Big hike in domestic debt ceiling approved

Dr Ashni Singh
Dr Ashni Singh

The National Assembly yesterday approv-ed an increase of the domestic debt ceiling and up to press time was still debating a motion for a similar increase of the external debt ceiling.

Minister with responsibility for Finance Ashni Singh on January 28  tabled in the Assembly “The Public Loan (Increasing of Limit) Order 2021” and the “External Loans (Increasing of Limit) Order 2021”.

Singh told the House, meeting at the Arthur Chung Conference Centre,  that the two orders will allow the government to regularize the outstanding debt of the last administration while creating space to finance a robust development plan.
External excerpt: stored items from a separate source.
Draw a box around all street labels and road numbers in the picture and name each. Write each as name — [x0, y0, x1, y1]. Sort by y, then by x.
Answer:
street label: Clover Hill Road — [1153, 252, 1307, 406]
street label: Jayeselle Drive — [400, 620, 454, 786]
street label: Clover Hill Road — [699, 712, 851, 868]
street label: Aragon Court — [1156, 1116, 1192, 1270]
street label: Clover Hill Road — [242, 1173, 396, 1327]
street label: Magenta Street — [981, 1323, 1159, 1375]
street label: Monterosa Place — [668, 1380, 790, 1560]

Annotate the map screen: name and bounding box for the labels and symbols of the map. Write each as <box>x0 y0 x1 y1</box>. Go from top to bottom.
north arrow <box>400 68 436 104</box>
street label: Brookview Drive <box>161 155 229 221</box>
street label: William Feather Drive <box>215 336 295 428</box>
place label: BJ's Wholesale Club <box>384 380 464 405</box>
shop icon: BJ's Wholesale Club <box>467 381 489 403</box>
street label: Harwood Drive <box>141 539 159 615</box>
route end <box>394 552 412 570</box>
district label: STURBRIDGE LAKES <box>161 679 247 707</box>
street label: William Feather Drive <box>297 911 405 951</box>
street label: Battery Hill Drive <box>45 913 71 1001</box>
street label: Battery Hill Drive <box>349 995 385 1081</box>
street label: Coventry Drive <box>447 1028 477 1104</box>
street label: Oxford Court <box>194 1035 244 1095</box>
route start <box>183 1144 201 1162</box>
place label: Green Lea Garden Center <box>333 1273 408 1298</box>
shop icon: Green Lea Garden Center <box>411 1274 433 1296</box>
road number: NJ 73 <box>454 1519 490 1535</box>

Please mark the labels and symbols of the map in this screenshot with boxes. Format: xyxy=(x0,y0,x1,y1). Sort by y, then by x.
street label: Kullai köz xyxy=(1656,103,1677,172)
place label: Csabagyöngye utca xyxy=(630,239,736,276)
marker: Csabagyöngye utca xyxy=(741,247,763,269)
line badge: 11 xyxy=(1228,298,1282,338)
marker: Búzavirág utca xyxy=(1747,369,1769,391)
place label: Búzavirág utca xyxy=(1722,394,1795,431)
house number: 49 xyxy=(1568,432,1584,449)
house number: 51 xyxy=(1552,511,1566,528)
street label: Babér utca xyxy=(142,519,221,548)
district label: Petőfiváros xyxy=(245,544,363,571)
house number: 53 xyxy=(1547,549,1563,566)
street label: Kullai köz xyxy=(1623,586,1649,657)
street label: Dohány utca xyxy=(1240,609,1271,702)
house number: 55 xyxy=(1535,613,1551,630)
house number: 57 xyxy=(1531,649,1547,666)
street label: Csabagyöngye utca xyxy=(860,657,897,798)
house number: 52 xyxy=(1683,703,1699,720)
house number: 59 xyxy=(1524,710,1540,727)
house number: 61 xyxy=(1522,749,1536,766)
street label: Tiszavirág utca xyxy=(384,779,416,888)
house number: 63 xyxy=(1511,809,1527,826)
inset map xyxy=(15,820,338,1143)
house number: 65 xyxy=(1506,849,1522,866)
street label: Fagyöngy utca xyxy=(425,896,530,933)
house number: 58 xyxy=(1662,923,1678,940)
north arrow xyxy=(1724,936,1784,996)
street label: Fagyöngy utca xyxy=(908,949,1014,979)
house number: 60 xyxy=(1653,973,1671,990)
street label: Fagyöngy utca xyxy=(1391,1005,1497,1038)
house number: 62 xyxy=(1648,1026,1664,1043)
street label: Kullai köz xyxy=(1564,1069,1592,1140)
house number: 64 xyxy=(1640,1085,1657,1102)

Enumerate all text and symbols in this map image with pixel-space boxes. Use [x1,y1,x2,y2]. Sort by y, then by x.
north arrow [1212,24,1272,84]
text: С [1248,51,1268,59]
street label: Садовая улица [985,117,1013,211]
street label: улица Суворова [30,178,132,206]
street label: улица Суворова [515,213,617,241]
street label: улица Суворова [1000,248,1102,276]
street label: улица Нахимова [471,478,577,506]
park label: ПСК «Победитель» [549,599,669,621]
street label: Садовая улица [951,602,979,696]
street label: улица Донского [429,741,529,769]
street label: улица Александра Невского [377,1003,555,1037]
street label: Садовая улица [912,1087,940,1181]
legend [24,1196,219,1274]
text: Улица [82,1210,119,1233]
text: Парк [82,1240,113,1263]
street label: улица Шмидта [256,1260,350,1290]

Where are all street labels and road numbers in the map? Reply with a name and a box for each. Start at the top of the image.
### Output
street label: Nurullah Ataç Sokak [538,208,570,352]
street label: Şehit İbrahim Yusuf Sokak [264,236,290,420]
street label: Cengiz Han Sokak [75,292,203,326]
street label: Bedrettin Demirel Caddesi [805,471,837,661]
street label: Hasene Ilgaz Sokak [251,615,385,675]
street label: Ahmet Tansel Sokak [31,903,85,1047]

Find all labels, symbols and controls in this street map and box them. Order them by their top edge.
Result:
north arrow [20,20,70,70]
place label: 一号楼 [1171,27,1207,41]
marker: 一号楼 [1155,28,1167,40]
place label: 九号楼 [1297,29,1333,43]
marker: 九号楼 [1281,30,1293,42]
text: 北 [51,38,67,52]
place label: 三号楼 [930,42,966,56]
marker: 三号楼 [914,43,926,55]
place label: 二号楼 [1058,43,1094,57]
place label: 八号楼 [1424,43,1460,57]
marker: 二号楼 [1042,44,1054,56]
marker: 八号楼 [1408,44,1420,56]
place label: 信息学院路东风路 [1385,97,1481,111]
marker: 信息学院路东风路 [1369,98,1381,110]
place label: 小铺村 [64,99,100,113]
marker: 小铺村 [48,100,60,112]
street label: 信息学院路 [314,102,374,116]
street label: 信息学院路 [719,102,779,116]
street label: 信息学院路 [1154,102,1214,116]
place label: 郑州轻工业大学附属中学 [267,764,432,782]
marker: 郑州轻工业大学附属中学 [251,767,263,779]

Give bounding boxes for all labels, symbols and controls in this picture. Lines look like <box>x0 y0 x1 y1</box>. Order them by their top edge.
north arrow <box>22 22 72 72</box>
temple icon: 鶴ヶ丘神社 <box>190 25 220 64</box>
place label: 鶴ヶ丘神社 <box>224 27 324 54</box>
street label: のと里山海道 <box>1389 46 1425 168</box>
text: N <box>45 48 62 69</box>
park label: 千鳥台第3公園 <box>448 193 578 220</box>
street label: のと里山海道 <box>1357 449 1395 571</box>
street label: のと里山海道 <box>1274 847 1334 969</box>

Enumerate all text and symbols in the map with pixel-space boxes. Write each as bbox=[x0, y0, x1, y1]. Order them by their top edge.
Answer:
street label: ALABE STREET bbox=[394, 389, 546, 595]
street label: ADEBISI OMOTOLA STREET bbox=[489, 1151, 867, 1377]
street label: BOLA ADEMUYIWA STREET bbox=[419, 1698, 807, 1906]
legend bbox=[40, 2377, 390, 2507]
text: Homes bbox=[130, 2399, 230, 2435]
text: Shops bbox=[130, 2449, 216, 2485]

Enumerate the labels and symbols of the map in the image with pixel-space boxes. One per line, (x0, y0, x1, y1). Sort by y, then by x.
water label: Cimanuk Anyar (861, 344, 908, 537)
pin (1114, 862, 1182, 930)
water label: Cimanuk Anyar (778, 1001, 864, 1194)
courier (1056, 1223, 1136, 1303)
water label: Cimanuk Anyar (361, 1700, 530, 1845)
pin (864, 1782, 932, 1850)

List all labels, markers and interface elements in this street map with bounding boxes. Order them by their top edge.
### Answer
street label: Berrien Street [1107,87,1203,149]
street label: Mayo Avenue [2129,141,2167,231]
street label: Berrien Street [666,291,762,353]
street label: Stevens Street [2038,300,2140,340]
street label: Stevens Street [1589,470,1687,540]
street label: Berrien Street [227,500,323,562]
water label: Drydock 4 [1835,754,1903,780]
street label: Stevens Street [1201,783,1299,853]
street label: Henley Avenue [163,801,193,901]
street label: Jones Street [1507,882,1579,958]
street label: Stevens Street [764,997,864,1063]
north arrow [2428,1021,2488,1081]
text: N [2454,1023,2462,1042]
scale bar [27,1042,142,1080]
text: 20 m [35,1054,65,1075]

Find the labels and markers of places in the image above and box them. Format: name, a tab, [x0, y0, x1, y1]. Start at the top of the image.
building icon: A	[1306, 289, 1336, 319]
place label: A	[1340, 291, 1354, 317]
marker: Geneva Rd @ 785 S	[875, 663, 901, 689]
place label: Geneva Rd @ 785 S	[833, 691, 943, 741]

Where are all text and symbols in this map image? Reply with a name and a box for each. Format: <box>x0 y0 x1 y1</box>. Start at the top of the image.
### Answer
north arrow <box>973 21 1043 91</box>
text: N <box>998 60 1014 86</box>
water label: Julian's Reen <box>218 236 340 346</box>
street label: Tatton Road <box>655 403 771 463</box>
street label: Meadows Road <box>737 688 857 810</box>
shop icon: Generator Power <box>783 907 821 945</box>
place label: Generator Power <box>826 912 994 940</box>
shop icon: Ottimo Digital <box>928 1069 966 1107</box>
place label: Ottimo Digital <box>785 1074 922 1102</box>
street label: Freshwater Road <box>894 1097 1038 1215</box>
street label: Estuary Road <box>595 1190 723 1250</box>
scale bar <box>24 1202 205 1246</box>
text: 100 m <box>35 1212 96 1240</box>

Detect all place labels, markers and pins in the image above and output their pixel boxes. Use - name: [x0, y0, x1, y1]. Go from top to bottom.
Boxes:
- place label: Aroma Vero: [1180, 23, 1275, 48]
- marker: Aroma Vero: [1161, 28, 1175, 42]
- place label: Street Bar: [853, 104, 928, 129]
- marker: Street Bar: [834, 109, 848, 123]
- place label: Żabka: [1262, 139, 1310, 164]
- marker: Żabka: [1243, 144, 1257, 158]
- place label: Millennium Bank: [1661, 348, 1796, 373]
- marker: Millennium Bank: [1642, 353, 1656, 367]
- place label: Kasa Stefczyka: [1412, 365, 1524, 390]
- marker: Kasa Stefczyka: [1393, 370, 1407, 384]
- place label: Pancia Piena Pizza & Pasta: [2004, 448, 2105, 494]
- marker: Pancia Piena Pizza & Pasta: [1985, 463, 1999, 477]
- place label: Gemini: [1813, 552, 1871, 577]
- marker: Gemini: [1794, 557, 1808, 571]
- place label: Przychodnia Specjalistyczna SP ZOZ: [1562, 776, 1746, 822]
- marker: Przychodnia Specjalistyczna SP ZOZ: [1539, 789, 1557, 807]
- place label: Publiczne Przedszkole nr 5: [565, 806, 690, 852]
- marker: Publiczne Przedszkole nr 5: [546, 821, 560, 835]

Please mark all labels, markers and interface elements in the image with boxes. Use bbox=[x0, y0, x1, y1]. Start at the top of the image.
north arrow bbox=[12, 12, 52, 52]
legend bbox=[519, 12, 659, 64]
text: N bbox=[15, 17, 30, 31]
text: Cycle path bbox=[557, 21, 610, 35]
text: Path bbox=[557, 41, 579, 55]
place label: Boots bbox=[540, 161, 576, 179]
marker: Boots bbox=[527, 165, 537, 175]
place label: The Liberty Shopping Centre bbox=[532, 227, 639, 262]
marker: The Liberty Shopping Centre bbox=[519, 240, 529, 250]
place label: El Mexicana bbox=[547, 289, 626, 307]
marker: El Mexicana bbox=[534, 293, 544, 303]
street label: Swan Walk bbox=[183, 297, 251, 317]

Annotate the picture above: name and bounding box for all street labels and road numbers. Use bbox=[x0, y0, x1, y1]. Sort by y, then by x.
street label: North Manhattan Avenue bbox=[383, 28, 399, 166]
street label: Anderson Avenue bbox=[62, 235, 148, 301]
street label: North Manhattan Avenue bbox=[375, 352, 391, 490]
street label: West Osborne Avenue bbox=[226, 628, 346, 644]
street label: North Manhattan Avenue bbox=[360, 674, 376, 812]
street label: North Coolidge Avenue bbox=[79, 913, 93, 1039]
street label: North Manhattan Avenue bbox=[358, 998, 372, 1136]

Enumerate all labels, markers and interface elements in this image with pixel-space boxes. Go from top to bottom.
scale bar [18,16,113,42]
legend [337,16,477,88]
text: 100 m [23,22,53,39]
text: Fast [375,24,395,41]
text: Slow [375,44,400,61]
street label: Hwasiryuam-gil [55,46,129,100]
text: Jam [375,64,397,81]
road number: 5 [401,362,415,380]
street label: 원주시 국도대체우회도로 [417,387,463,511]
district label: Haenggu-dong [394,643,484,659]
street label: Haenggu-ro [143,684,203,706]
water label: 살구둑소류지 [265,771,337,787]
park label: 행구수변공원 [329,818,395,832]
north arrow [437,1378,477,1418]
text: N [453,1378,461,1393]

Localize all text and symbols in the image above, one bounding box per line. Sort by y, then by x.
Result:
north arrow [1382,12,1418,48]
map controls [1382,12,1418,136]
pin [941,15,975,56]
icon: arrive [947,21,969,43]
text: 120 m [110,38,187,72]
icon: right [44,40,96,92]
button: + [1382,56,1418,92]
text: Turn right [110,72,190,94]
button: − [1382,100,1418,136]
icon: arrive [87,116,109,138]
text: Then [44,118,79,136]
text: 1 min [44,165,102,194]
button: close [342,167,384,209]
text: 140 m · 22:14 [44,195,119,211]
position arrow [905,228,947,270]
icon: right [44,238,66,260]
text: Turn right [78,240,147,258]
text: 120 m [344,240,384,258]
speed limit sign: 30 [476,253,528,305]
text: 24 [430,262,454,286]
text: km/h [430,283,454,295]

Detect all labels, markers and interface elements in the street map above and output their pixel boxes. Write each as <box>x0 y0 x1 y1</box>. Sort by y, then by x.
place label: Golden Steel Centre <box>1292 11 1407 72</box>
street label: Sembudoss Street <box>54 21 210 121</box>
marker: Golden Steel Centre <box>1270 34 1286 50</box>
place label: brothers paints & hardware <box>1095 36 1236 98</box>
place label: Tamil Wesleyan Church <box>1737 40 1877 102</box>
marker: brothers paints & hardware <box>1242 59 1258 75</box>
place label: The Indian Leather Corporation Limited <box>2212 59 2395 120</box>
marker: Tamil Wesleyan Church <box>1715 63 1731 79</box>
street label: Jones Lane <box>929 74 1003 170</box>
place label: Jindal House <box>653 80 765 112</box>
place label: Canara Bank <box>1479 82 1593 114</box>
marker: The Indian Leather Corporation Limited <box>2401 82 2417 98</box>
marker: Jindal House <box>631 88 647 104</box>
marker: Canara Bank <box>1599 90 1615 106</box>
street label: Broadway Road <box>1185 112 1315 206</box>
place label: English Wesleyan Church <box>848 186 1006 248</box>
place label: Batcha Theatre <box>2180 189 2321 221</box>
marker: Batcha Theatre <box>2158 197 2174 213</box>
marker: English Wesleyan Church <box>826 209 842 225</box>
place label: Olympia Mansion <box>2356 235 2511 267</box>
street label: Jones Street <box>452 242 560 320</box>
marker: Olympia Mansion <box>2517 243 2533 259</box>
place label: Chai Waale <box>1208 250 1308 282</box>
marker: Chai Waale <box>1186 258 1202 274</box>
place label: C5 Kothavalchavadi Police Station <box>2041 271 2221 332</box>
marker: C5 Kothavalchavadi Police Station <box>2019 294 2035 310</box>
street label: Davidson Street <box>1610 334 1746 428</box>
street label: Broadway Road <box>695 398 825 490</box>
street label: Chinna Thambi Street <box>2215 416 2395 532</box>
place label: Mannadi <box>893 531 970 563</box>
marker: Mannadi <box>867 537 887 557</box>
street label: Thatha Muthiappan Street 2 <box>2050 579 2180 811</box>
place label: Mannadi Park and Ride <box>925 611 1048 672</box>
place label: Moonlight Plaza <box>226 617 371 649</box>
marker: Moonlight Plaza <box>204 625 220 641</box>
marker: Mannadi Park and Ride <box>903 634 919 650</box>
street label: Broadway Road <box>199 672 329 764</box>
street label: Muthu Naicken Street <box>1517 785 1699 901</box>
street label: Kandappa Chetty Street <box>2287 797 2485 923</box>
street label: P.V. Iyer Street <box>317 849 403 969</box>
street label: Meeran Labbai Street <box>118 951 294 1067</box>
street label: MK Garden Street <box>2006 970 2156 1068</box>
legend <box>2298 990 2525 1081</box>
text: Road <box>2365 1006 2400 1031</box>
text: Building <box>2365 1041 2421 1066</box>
The Public Loan Order increases the amount that the Guyana Government can borrow from domestic lending agencies to $500 billion dollars from $150 billion.

Similarly the external debt threshold will increase from $400 billion to $650 billion once the proposed measure is debated and passed by the Legislature.

Singh told the House that upon assuming office in August 2020, the new Government identified significant outstanding obligations that were accumulated by the previous administration including large overdrafts at the Bank of Guyana as well as sums owed to several other entities including the Guyana Power and Light (GPL).

Also identified were “significant contingent liabilities that were contracted and that have since materialized resulting in additional calls on the public purse”

He explained that these obligations are not currently classified as public debt but, had they been so classified or had they otherwise been settled or resolved through the fiscal accounts, they would have resulted in a breach of current ceiling on domestic debt.

In light of this the current government is moving to regularize and resolve these outstanding obligations as well as finance an ambitious programme of development aimed at transforming Guyana and delivering improved quality of life to all Guyanese.

This programme of development will require new financing including through additional domestic debt therefore the Assembly was asked to confirm the Order issued on January 27.

Government parliamentarian Sanjeev Datadin in supporting the request yesterday defended the Order as a “landmark move to regularize and accurately reflect significant liabilities accumulated over the past five years and to harness Guyana’s debt carrying capacity to finance government’s transformative agenda.”

APNU+AFC MP  Shurwayne Holder however argued that the level of increase was questionable.

He contended that from the time the PPP were “installed” in office they began borrowing from every creditor they could find. According to Holder,  government has in its first three months borrowed more than US$180 million, a sum coincidentally similar to the revenue the Oil and Gas sector is predicted to generate in 2020.

“It is quite evident that this government is counting their chickens before it is hatched heading for the Dutch disease that destroyed so many countries around the globe…If this is approved we will be laying the foundation for a great burden for our children to carry,” he concluded.